(Dataset excerpts)
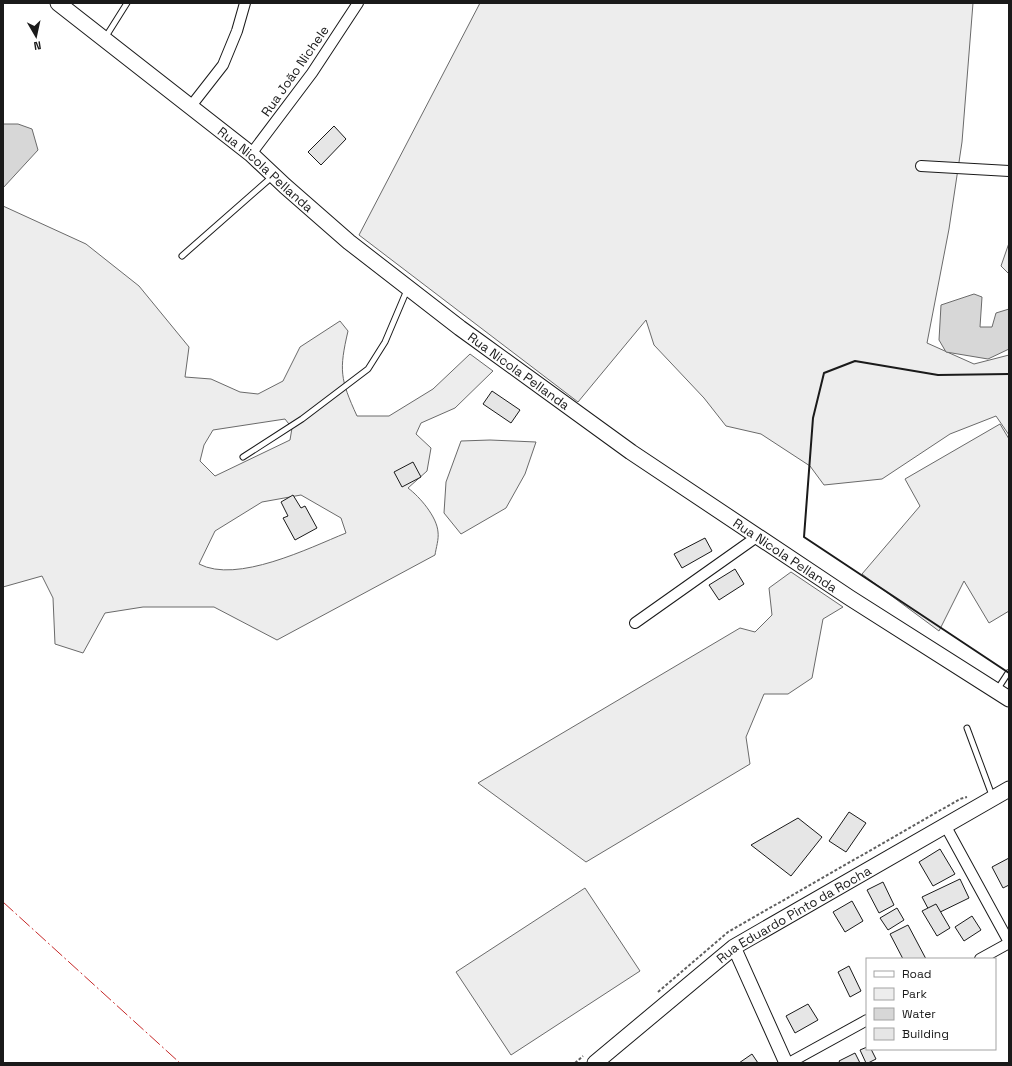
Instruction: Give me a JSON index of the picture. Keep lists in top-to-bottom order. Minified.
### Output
{"streets":{"main road":["Rua Nicola Pellanda","Rua Eduardo Pinto da Rocha"],"street":["Rua João Nichele"]},"crossings":[["Rua João Nichele","Rua Nicola Pellanda"]],"legend":["Road","Park","Water","Building"],"north":"bottom"}
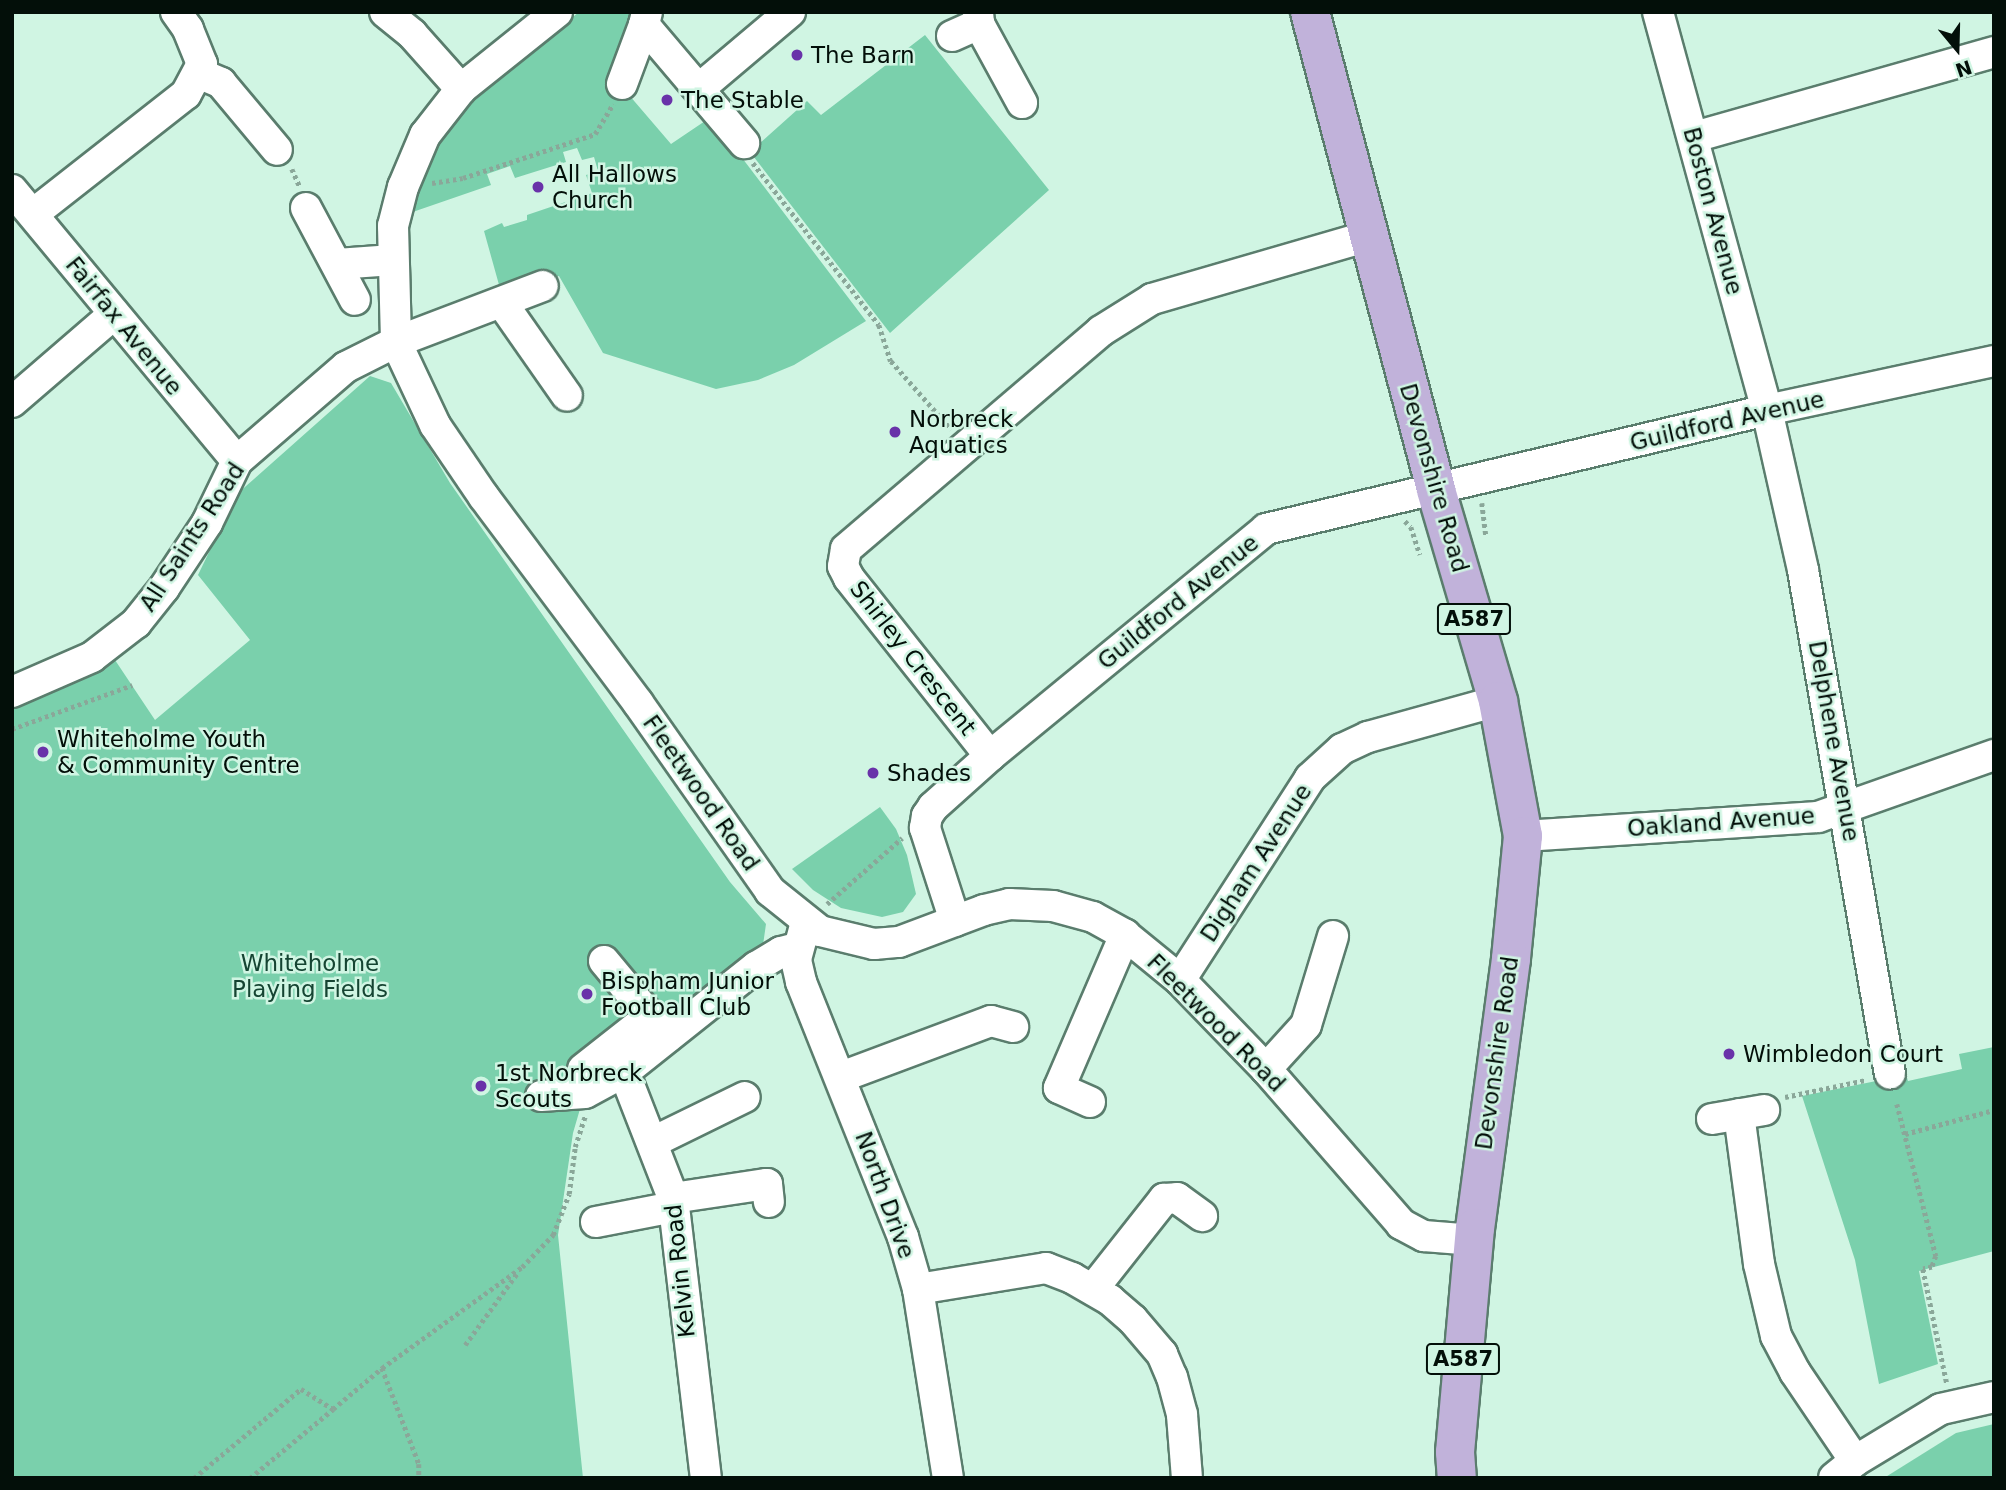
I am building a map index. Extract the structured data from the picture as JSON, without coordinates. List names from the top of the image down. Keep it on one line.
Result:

# [WHAT YOU NEED TO DO]
Check how many lines in the entries contain "picture", and reply with that number alone.

# [RESPONSE TO THE EXERCISE]
2